Reputation: 6149
I have a list of values that denote the number of times a piece of regex matches in a string. From this, I want to find the numbers that appear more than once, and their count. For example, for [2, 2, 2, 0, 2, 1, 3, 3]
I want {2:4,3:2}
as output if it's in a dict or [[2,4],[3,2]]
if it's in a list of lists. I'm looking for the fastest, most concise way to do this.

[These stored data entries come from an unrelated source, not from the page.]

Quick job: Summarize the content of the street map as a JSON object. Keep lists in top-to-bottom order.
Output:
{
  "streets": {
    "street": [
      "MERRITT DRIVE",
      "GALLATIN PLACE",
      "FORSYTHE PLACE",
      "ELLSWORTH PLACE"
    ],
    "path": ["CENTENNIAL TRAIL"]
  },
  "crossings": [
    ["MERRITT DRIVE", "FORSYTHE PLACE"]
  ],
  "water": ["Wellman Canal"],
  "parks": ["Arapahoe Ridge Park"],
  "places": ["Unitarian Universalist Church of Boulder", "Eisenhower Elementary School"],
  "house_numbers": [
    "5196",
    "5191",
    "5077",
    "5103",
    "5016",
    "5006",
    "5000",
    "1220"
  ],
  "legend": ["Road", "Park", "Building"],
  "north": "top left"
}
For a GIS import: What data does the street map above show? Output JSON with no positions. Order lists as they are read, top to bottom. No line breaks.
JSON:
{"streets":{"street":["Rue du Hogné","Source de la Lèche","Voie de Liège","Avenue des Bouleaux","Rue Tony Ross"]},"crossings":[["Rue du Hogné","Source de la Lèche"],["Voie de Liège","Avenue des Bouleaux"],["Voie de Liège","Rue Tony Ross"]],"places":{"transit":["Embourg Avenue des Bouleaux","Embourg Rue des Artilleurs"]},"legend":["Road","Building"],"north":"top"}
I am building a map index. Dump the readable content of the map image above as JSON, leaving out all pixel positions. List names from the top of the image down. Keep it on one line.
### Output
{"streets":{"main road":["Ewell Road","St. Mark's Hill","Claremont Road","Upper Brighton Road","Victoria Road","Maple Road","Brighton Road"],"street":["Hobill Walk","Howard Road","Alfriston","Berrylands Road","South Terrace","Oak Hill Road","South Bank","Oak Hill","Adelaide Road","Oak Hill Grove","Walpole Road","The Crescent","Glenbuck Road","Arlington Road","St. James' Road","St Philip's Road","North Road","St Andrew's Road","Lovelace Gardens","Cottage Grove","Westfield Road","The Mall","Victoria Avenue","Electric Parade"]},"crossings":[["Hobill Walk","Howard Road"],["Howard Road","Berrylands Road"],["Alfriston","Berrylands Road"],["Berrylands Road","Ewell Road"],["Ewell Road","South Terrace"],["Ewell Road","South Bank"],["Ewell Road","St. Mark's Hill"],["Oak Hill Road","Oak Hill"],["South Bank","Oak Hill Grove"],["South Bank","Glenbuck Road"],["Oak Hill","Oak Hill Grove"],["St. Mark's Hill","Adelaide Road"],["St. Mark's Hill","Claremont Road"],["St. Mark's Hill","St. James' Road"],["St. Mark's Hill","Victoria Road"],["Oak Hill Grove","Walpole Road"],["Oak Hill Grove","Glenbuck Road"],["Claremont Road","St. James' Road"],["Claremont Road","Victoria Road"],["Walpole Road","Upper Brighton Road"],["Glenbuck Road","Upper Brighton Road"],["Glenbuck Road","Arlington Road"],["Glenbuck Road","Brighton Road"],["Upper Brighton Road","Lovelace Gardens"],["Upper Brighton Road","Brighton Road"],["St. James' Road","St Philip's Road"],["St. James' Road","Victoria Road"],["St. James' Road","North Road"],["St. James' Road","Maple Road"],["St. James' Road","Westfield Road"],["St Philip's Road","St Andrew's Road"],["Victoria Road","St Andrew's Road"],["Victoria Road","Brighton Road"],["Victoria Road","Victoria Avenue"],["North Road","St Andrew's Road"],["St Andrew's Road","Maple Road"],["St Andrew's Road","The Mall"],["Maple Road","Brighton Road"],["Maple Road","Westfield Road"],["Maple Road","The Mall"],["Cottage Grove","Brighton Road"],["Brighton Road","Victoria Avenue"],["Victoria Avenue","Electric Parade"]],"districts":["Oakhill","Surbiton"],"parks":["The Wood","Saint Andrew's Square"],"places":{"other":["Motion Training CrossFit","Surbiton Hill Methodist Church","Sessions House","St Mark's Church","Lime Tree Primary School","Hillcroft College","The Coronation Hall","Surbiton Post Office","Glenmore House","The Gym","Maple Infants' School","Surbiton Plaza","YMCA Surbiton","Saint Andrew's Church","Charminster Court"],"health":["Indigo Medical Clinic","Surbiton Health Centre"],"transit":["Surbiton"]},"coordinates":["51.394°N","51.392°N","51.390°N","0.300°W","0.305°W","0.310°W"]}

Right now, I do it via the following code, but think it's way to verbose to be optimal.
numWinners=[2, 2, 2, 0, 2, 1]
tieCount={x:numWinners.count(x) for x in numWinners}
ties=dict()
for key, value in tieCount.items():
if value>1:
ties[key]=value
print ties
{2: 4, 3: 2}
A list or dict output isn't really an issue for me - again, whatever is fastest and concise.
Upvotes: 2
Views: 1512
Reputation: 96
Try using collections.defaultdict
import collections
ties = collections.defaultdict(lambda:0)
for num in numWinners:
ties[num] = ties[num]+1
for key,value in ties.iteritems():
print key, value
Upvotes: 0
Reputation: 11694
You can use a dict comprehension to create a histogram:
>>> ns=[2, 2, 2, 0, 2, 1, 3, 3]
>>> {x: ns.count(x) for x in set(ns) if ns.count(x) > 1}
{2: 4, 3: 2}
Upvotes: 2
Reputation: 353499
I'd combine collections.Counter
with a dictionary comprehension to select the duplicates:
>>> from collections import Counter
>>> numWinners = [2, 2, 2, 0, 2, 1, 3, 3]
>>> counts = Counter(numWinners)
>>> {k: v for k,v in counts.items() if v > 1}
{2: 4, 3: 2}
Upvotes: 5